Apa yang Sebenarnya Terjadi Saat Telinga Terus Berair
Telinga berair kronis hampir selalu berarti ada lubang di gendang telinga — perforasi — yang memungkinkan bakteri dari luar masuk ke telinga tengah dan terus menerus menginfeksi. Kondisi ini disebut OMSK: otitis media supuratif kronis. Selama perforasi ada dan bakteri masuk, infeksi tidak akan berhenti hanya dengan tetes telinga — karena tetes telinga hanya bisa mengurangi kuman secara topikal tapi tidak bisa menutup jalur masuknya.
Di dalam telinga tengah yang terinfeksi kronis, proses peradangan yang terus-menerus perlahan merusak struktur di sekitarnya: tulang-tulang pendengaran kecil yang menghantarkan suara, lapisan mukosa yang melapisi telinga tengah, dan dalam kasus yang lebih serius, dinding tulang yang memisahkan telinga dari saraf wajah atau dari otak.
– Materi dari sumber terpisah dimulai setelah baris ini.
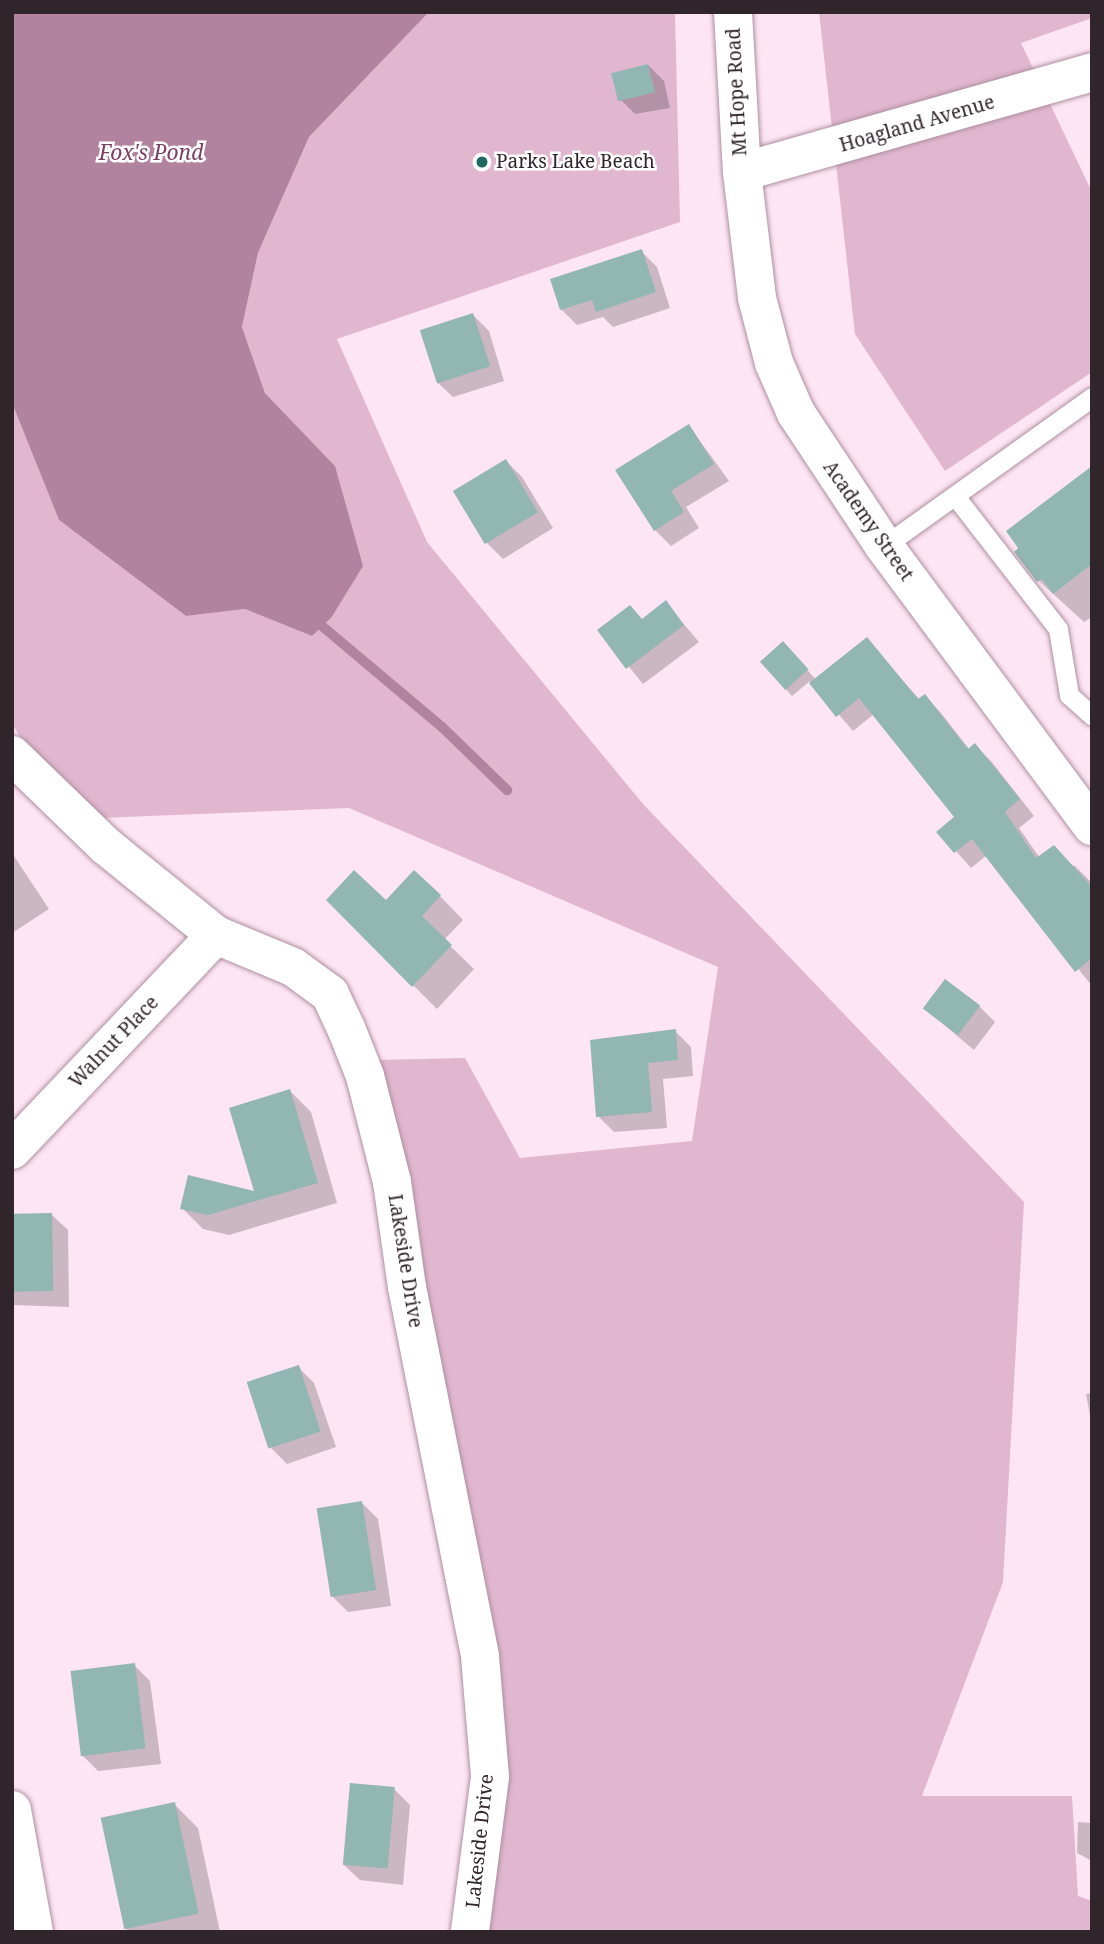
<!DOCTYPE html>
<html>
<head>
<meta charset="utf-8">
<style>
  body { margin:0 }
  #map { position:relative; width:1104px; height:1944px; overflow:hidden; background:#fee5f3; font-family:"Noto Serif",serif }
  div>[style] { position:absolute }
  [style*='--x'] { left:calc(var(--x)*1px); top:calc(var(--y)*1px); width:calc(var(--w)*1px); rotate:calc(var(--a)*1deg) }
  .green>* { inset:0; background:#e1b7cf }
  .water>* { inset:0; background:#b1839e }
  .shadow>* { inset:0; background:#0003 }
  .stream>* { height:10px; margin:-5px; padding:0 5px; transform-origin:5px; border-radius:5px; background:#b1839e }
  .building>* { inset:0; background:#92b6b1; transform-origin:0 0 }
  .roads { filter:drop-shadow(0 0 2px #ad90a0) drop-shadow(0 0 2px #ad90a0) }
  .lane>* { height:19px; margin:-9.5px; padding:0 9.5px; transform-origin:9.5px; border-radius:9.5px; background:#fff }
  .street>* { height:38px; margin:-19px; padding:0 19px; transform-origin:19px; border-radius:19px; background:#fff }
  .secondary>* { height:38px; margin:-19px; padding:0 19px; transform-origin:19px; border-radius:19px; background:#fff }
  .dots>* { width:19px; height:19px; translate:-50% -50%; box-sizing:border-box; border:4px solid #fff; border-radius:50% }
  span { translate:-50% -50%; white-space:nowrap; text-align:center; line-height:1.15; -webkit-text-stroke:5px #fff; paint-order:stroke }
  .street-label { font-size:19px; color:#30252b }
  .poi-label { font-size:19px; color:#30252b }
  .left { translate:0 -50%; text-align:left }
  .water-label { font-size:21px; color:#7b3f64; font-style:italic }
  .frame { position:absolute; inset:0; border:14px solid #30252b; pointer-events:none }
</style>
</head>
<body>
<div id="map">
  <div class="green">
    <div style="clip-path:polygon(429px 12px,675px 12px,680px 222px,337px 339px,427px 542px,643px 804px,1024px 1202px,1003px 1582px,922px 1796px,1072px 1796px,1078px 1896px,1092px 1901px,1092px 1932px,483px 1932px,490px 1868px,374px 1060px,465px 1058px,520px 1158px,692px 1141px,718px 967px,349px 808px,74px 819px,12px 724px,12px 403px,59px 520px,186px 616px,245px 609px,312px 636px,331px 618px,335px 466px,265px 393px,242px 327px,258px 253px,309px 137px)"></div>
    <div style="clip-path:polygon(819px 12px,1092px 12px,1092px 18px,1021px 43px,1092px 192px,1092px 372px,945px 471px,855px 334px)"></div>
  </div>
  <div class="water">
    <div style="clip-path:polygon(12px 12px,429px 12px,309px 137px,258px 253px,242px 327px,265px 393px,335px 466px,363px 566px,331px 618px,312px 636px,245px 609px,186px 616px,59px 520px,12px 403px)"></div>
  </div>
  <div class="shadow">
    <div style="clip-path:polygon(648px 65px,664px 81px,670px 108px,635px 114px,619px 98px)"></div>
    <div style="clip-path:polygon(641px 251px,657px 267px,670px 308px,613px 327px,603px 317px,577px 325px,561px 309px)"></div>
    <div style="clip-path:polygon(473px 315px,489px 331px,504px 381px,453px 397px,437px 382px)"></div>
    <div style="clip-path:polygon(689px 426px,729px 481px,686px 507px,699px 528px,671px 546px,655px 530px,618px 470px)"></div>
    <div style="clip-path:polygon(506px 461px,522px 477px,553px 528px,503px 559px,487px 543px,456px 491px)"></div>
    <div style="clip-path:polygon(1092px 466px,1092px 617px,1084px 622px,1039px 581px,1016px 552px)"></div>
    <div style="clip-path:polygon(666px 603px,699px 642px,643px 684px,599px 630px,643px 620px)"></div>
    <div style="clip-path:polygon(866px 639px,920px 700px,925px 696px,940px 712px,970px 750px,975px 746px,991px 761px,1034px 816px,1019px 828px,1040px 858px,1075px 866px,1092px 883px,1092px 986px,987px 855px,971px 868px,939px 832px,956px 817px,874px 714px,853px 731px,810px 681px,792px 696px,762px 662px,791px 651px,816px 680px)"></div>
    <div style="clip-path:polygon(12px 853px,49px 909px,12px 933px)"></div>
    <div style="clip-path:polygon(440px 896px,463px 920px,444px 940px,474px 969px,437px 1009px,328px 900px,386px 902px)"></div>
    <div style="clip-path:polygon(979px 1006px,995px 1022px,974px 1050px,925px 1009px)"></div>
    <div style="clip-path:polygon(675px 1031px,691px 1047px,693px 1076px,663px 1079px,667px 1128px,614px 1132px,598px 1116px)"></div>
    <div style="clip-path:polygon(290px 1091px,311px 1112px,337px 1203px,229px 1235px,203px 1229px,182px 1208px,256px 1193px)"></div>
    <div style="clip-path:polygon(12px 1215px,52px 1215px,68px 1230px,69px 1307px,12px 1305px)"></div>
    <div style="clip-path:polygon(298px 1367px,314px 1383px,336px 1447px,287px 1464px,271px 1448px)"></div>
    <div style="clip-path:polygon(1092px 1393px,1092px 1426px,1086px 1394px)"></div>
    <div style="clip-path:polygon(362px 1503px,378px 1519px,391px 1606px,348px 1612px,332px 1596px)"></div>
    <div style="clip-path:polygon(134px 1665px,150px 1681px,161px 1764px,98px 1771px,82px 1755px)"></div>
    <div style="clip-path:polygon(394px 1789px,410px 1805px,403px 1885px,360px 1880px,344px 1865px)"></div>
    <div style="clip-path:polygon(174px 1804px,198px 1828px,220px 1932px,129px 1932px,126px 1928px)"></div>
    <div style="clip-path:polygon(1078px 1822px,1092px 1823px,1092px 1861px,1077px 1853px)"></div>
  </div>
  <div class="stream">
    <div style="--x:322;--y:626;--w:157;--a:40.1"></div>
    <div style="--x:442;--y:727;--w:91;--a:44.1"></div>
  </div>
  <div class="building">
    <div style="left:648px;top:64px;width:29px;height:38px;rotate:76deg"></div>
    <div style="clip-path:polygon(642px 249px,656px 292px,596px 312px,592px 300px,560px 310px,550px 279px)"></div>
    <div style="left:473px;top:313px;width:56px;height:56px;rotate:72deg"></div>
    <div style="clip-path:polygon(689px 424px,714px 464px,671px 491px,684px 512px,654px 531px,615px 470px)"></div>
    <div style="left:506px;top:459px;width:62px;height:62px;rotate:59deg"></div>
    <div style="clip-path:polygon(1092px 466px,1092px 564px,1053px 594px,1042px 579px,1037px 582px,1014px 552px,1018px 548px,1006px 531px)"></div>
    <div style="clip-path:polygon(666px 600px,684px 625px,626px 669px,597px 630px,630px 605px,642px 619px)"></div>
    <div style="clip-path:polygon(867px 637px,918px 699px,925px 694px,968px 749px,975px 743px,1020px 799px,1005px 812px,1036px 858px,1054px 845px,1092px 887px,1092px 958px,1075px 972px,972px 839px,954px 853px,936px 832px,954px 817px,859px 698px,836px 717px,809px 683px)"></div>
    <div style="left:783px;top:641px;width:38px;height:31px;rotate:48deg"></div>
    <div style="clip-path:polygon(354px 870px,386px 900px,414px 870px,441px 895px,422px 916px,452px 945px,412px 987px,326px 900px)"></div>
    <div style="left:945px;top:979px;width:44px;height:37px;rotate:37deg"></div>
    <div style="clip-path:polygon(676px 1029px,678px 1060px,648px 1063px,652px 1112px,596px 1117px,590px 1040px)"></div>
    <div style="clip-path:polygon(290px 1089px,318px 1183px,208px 1215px,180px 1209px,188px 1175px,254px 1191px,229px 1108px)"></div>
    <div style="left:52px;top:1213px;width:78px;height:40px;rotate:89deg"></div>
    <div style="left:299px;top:1365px;width:70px;height:55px;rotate:72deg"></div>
    <div style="left:362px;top:1501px;width:90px;height:46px;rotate:81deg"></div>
    <div style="left:135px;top:1663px;width:86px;height:65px;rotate:83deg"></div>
    <div style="left:350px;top:1783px;width:45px;height:82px;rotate:5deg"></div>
    <div style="left:175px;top:1802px;width:114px;height:76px;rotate:78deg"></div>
  </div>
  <div class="roads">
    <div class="lane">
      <div style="--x:955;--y:496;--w:168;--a:52.2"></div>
      <div style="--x:1058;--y:629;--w:67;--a:80.5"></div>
      <div style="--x:1069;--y:695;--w:31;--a:42"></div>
      <div style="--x:884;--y:546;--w:256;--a:-35.6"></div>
    </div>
    <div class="street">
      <div style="--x:742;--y:172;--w:364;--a:-15.9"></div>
      <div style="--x:12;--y:755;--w:131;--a:44.1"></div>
      <div style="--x:106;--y:846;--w:141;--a:39"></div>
      <div style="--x:216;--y:935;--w:83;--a:22.6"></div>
      <div style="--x:293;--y:967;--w:46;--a:36.1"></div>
      <div style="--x:330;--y:994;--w:38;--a:65"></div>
      <div style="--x:346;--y:1028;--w:52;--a:68.4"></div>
      <div style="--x:365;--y:1076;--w:109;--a:75.7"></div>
      <div style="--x:392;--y:1182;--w:106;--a:81.9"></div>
      <div style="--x:407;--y:1287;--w:377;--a:78.8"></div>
      <div style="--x:480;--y:1657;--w:120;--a:85.2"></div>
      <div style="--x:490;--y:1777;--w:156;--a:97.4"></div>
      <div style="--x:12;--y:1150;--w:296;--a:-46.5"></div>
      <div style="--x:12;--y:1810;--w:124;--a:79.8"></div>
    </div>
    <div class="secondary">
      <div style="--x:733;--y:12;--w:160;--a:86.8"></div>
      <div style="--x:742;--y:172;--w:127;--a:83.2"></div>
      <div style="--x:757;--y:298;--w:67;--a:75.3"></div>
      <div style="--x:774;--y:363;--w:55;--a:66.3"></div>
      <div style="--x:796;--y:413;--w:159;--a:56.5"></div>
      <div style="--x:884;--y:546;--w:349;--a:53.4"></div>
    </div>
  </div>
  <div class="dots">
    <div style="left:482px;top:162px;background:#1f6961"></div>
  </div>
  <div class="street-label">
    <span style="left:737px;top:92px;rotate:-93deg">Mt Hope Road</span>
    <span style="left:917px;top:124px;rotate:-16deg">Hoagland Avenue</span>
    <span style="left:868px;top:521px;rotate:55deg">Academy Street</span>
    <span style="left:114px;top:1042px;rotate:-46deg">Walnut Place</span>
    <span style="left:405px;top:1261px;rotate:81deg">Lakeside Drive</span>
    <span style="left:480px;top:1841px;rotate:-84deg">Lakeside Drive</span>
  </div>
  <div class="poi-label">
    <span class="left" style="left:496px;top:162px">Parks Lake Beach</span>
  </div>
  <div class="water-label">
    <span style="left:151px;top:152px">Fox's Pond</span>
  </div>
  <div class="frame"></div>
</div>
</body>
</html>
Berapa Lama Masih Boleh 'Tunggu Dulu'?
Untuk OMSK tipe benigna (tanpa kolesteatoma), ada kondisi di mana terapi medis intensif masih bisa dilakukan — mencapai telinga yang kering, lalu merencanakan rekonstruksi gendang telinga (timpanoplasti) secara elektif. Jangka waktu yang wajar untuk mencoba terapi medis tanpa operasi adalah 6–12 minggu dengan terapi yang tepat dan konsisten.
Jika sudah lebih dari itu dan telinga masih berair, atau jika ada tanda-tanda yang mengkhawatirkan seperti cairan yang berbau, pendengaran yang memburuk progresif, vertigo baru, atau nyeri yang meningkat — ini sudah melampaui batas 'tunggu dulu' yang wajar.
Mengapa Operasi Lebih Awal Memberikan Hasil yang Lebih Baik
Sering ada asumsi bahwa menunda operasi selama mungkin adalah 'lebih aman.' Untuk telinga kronis, asumsi ini seringkali terbalik. Gendang telinga yang sudah lama berlubang memiliki tepi yang semakin tidak sehat — jaringan parut, mukosa yang rusak — yang membuat rekonstruksi lebih sulit dan keberhasilan graft lebih rendah. Tulang pendengaran yang sudah mengalami kerusakan dari infeksi berkepanjangan mungkin sudah tidak bisa diselamatkan sepenuhnya. Kolesteatoma yang mungkin berkembang diam-diam tanpa terdeteksi membutuhkan lebih banyak tulang yang dikorbankan saat operasi akhirnya dilakukan.
Evaluasi oleh dokter THT spesialis bedah telinga sekarang — bukan saat kondisi lebih buruk — adalah keputusan yang membuka lebih banyak pilihan, bukan menutupnya.